● **To do**
Find and copy the lines in the records beneath this task that contain the word "JSON".

==== Task inputs

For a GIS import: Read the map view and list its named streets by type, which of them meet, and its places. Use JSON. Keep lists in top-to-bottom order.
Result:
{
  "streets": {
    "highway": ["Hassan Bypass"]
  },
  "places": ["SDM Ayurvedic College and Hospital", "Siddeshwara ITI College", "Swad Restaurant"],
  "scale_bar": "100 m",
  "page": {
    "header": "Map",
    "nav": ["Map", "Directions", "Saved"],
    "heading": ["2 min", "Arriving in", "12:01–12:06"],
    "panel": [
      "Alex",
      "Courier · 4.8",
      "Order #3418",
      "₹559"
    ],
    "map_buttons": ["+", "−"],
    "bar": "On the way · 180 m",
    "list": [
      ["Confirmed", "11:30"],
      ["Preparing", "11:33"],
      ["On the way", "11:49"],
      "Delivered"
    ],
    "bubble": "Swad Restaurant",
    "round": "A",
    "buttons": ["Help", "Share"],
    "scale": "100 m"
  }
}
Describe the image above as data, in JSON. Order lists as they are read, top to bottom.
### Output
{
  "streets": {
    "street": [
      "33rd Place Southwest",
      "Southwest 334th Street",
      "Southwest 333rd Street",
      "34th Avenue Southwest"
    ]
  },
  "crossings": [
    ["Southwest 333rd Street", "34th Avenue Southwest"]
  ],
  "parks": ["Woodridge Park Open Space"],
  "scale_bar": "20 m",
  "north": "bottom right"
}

========
==== Task inputs

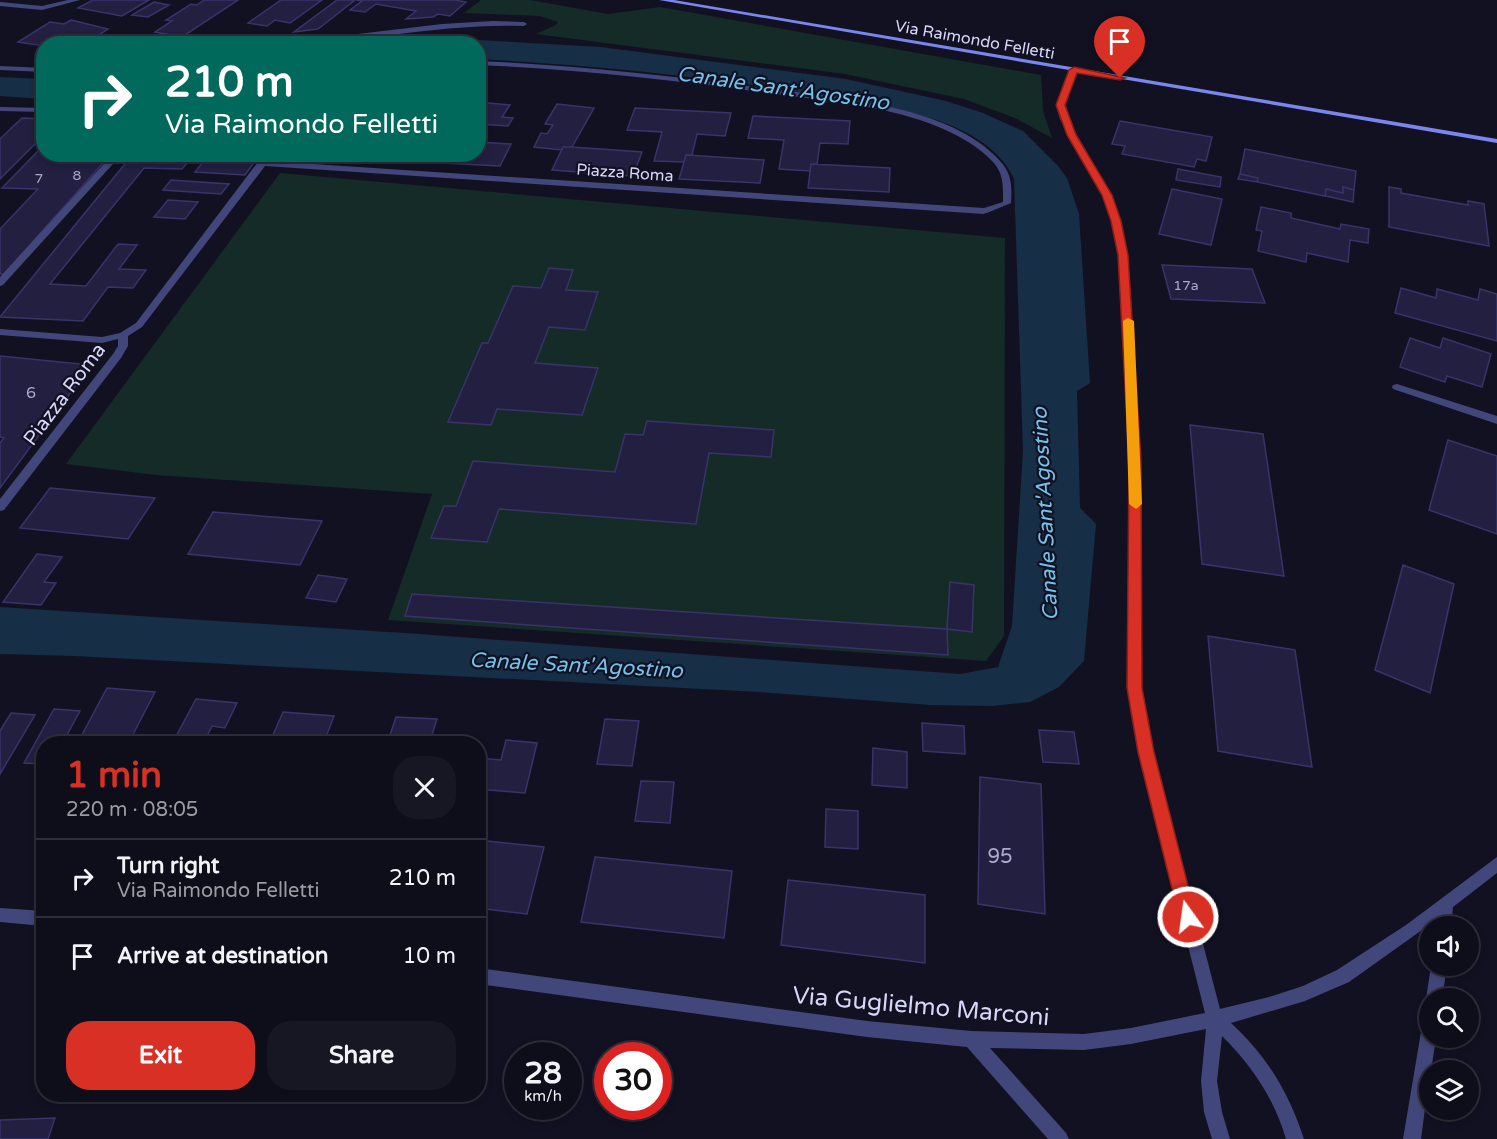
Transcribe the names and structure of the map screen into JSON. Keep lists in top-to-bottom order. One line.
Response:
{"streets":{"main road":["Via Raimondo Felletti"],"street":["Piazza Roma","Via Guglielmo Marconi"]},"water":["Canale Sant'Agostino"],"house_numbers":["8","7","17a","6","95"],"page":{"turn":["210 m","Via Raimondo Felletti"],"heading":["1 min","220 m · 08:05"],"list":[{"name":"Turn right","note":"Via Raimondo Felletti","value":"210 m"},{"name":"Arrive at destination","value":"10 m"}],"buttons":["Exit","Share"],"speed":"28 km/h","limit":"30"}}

========

● **Output of the exercise**
For a GIS import: Read the map view and list its named streets by type, which of them meet, and its places. Use JSON. Keep lists in top-to-bottom order.
Describe the image above as data, in JSON. Order lists as they are read, top to bottom.
Transcribe the names and structure of the map screen into JSON. Keep lists in top-to-bottom order. One line.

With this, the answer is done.